As per the Food and Agriculture Organisation’s locust status update of June 27, swarms that accumulate in northern Somalia are likely to migrate across the Indian Ocean to summer-breeding areas along the Indo-Pakistan border. In Pakistan, swarms have already started laying eggs in Sindh and are also present in the Indus Valley.
Virtual meetings of the technical officers of the South West Asian countries (Afghanistan, India, Iran and Pakistan) had taken place on a weekly basis, the government said
So far, 15 SWAC-TOC meetings have been done this year. Technical information related to locust control in the region is being shared during the meetings.
An Empowered Committee finalised the firm for deploying the helicopter for aerial spray in the desert areas after getting all clearances from the DGCA and the Ministry of Civil Aviation.
It is after a long gap of 26 years that India saw a locust attack, the Agriculture Minister said.

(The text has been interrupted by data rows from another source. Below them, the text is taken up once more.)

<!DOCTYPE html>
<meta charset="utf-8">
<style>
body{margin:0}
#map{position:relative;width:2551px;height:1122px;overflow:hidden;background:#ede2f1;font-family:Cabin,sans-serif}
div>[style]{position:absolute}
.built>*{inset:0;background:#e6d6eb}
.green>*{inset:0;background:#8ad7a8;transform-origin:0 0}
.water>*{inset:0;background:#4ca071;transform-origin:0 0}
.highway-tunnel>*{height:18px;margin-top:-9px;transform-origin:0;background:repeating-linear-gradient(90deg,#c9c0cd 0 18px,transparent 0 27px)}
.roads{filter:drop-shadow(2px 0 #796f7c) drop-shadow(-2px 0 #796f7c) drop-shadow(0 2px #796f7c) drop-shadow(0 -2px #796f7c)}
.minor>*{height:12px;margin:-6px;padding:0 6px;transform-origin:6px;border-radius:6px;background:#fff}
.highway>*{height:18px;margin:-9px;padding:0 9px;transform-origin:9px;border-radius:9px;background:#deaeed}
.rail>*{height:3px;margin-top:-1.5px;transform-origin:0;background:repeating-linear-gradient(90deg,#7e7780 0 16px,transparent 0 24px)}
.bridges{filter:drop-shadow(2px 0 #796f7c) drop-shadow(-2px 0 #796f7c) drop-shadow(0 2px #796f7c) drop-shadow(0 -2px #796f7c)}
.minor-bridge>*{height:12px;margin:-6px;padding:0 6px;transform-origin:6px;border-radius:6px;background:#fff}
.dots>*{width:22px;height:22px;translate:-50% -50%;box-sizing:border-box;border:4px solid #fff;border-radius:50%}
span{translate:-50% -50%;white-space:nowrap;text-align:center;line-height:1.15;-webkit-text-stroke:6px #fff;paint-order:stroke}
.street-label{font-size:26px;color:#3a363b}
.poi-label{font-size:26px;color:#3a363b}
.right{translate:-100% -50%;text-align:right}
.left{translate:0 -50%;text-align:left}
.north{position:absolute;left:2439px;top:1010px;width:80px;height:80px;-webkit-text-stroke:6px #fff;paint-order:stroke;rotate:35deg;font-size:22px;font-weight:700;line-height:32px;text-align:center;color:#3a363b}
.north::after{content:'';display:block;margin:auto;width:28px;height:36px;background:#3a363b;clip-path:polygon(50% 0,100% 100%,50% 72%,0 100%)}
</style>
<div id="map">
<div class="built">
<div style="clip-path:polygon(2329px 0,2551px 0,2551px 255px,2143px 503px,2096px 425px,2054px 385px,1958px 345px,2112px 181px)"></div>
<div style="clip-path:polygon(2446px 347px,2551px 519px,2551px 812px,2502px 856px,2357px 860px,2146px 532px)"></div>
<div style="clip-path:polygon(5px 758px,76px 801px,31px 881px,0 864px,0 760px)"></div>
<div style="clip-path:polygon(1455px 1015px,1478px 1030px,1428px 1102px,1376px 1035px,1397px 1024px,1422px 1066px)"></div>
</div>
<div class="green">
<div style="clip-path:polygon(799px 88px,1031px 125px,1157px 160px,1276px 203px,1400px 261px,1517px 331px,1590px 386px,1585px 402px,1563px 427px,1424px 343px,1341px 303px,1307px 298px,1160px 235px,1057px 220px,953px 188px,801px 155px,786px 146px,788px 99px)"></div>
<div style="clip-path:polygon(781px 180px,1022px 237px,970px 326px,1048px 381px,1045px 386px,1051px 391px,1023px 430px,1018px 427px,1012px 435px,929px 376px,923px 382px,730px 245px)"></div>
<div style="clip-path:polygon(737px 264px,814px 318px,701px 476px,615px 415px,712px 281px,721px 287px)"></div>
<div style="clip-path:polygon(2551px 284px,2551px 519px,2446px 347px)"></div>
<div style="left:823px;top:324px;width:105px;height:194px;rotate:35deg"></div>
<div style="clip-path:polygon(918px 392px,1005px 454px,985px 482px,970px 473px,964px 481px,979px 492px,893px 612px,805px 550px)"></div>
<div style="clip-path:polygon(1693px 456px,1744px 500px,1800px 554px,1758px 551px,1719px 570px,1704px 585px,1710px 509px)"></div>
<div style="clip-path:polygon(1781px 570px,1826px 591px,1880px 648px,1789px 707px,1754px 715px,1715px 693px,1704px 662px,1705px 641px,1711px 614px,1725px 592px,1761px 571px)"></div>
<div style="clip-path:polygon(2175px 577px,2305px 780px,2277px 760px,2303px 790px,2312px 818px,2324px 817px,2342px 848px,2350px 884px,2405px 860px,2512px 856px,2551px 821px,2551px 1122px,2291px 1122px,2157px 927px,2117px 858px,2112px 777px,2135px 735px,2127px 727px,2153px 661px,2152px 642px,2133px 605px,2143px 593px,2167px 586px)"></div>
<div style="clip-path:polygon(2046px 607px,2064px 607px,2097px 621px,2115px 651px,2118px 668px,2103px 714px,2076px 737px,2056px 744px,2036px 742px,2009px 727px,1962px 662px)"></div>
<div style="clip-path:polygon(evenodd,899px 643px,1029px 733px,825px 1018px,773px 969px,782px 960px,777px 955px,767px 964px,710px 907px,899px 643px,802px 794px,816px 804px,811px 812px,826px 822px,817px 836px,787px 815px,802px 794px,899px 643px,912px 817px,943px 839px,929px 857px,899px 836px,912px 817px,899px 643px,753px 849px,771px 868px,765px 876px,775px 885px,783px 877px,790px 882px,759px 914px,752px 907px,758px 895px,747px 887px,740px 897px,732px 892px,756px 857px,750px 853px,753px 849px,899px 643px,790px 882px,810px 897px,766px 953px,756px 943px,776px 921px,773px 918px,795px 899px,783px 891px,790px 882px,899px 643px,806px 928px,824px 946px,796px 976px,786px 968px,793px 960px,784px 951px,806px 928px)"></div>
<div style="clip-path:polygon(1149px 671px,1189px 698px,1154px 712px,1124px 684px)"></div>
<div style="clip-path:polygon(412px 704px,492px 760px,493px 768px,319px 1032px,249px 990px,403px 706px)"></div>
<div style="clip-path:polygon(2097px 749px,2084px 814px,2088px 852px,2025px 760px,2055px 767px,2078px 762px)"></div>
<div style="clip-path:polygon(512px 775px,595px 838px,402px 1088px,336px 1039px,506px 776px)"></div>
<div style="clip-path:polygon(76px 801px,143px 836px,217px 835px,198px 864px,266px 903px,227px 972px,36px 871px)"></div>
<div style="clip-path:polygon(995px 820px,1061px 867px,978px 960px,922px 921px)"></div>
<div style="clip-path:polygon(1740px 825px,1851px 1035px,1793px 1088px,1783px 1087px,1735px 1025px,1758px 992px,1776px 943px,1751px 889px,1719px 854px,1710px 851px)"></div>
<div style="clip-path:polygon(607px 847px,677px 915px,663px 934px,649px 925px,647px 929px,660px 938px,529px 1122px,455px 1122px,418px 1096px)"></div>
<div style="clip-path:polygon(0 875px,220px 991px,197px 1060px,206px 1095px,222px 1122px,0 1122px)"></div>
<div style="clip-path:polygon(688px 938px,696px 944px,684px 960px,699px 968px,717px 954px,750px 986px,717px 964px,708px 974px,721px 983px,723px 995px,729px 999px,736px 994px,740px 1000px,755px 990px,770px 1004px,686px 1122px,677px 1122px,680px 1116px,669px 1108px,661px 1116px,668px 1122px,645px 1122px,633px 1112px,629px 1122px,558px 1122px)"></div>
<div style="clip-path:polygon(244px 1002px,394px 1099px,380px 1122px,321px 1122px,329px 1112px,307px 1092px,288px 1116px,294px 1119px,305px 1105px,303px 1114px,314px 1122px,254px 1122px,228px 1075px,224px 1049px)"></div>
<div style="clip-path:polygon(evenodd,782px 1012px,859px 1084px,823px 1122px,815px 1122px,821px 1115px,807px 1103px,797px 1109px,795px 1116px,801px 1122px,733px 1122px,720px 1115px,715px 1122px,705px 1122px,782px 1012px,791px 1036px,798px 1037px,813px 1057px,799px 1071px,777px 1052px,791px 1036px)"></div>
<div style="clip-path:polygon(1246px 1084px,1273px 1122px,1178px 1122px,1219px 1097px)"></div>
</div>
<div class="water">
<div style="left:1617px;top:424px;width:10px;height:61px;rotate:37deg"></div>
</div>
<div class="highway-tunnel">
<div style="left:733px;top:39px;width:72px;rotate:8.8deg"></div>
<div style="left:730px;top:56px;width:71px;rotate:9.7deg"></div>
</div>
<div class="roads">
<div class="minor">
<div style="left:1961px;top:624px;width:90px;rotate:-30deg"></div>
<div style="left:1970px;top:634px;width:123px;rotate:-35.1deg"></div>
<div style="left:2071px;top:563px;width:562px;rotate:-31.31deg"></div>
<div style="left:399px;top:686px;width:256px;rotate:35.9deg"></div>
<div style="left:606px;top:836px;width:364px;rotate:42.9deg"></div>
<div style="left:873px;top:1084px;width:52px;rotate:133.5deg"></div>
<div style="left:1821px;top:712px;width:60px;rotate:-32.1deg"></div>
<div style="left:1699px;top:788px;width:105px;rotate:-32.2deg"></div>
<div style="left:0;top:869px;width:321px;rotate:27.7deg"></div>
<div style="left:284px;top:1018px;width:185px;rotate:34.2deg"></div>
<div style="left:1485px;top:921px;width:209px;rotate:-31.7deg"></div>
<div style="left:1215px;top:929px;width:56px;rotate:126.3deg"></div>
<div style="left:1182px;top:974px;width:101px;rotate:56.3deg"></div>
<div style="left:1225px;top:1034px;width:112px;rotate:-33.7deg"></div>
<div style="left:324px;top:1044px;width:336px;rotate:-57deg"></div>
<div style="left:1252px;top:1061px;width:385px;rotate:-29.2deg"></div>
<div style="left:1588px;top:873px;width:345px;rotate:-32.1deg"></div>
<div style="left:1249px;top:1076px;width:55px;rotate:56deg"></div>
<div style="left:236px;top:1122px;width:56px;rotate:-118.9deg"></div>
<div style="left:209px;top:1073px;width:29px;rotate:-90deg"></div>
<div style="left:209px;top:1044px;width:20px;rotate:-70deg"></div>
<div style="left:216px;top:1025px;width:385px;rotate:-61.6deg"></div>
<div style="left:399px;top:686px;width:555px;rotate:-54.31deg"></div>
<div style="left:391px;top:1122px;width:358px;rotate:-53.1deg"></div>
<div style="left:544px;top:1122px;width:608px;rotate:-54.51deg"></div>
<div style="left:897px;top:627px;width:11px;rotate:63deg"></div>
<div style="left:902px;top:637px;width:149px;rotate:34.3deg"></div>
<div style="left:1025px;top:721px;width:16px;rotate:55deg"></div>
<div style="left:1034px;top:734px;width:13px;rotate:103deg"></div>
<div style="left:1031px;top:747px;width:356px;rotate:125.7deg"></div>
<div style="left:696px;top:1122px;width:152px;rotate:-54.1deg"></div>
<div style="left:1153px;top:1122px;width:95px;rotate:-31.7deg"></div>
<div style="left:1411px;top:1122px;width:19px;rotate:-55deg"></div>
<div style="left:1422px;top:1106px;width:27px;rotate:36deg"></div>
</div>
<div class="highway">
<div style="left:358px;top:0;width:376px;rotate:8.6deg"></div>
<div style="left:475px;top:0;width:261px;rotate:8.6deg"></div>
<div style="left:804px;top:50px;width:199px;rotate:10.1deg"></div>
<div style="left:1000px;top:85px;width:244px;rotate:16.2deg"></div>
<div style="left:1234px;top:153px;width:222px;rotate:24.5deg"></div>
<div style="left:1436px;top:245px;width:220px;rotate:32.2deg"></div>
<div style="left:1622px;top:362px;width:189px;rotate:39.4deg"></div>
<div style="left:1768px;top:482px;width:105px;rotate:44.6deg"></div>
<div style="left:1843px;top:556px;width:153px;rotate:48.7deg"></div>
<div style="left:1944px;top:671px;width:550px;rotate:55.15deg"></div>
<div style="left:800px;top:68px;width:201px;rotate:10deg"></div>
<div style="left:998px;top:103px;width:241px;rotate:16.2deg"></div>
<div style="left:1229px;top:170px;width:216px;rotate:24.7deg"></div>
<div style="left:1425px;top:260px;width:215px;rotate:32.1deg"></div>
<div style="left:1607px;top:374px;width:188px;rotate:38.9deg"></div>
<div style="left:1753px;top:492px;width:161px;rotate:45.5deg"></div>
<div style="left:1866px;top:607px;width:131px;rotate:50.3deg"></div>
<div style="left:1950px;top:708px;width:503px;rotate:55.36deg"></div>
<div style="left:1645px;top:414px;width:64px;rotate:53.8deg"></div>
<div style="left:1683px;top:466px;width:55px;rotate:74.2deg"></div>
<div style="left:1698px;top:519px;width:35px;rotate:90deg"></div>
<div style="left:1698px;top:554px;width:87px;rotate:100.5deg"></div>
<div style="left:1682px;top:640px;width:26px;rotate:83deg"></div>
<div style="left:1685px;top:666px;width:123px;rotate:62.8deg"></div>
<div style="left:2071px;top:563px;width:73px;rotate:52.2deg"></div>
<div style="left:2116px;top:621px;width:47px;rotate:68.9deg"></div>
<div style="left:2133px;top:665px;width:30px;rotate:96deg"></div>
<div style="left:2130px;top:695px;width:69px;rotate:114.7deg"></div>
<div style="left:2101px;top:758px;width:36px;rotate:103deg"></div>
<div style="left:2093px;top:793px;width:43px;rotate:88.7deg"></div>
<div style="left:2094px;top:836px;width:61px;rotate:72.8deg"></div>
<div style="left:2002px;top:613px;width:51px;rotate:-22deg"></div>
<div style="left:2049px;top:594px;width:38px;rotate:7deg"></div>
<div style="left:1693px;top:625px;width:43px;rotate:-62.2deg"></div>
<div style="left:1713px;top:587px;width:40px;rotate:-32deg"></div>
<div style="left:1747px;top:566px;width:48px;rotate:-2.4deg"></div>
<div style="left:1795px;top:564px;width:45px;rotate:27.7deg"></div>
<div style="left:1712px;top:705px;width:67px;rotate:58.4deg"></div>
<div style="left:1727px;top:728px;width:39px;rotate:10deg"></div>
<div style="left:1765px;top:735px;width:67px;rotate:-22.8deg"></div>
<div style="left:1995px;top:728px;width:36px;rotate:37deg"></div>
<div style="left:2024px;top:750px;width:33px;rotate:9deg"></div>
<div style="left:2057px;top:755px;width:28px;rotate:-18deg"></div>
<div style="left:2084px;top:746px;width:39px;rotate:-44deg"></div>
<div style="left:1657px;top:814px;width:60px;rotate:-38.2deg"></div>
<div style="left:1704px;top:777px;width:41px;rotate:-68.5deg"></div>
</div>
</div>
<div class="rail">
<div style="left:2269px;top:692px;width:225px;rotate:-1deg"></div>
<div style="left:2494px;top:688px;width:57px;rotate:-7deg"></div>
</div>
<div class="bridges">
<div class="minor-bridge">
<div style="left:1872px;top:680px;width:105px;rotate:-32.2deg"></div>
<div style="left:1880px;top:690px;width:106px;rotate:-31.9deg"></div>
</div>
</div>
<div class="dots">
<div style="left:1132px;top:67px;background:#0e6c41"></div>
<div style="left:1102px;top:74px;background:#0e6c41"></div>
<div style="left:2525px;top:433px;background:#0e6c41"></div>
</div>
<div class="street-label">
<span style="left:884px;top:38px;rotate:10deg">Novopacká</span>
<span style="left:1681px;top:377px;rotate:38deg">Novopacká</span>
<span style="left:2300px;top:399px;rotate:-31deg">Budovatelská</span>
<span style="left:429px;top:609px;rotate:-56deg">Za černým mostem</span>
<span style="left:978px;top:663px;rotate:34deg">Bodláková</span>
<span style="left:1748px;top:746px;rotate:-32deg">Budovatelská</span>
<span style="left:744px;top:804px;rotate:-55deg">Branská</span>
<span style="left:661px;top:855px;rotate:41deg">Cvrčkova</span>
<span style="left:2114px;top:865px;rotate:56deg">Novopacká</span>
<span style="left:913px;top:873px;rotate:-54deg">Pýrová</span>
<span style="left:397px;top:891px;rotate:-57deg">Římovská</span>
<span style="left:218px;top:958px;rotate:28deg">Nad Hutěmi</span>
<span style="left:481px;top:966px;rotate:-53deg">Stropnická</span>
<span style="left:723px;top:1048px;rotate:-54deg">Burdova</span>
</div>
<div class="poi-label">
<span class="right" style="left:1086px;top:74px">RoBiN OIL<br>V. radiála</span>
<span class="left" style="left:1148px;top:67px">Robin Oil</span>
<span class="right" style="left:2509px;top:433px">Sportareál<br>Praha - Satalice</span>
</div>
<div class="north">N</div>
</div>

“It was estimated that this year, there would be a greater locust problem. The government is in full preparedness and all state governments have been alerted and are working in close coordination with the Centre,” he said.
Locusts fly during the day and settle down only after dark in the evening. According to experts, broadly four species of locusts are found in India — desert locust, migratory locust, Bombay locust and tree locust. The desert locust is considered the most destructive.
The “worst locust outbreak seen in a quarter of a century” in India is yet another example of global warming/climate change.
“Climate change is facilitating the breeding and the movement of locusts. Untimely rains and increased cyclonic activity have helped them breed faster. December had never seen a locust attack but in 2019, there was one. The warning was available well in advance and there was enough time for India to be prepared,” says agricultural policy expert Devinder Sharma.
Several waves are expected until early July due to spring breeding in southern Iran and southwest Pakistan.
Locusts thrive in wet conditions and outbreaks often follow floods and cyclones. Heavy rain leads to the growth of vegetation in arid areas, providing locusts with conditions needed to develop and reproduce.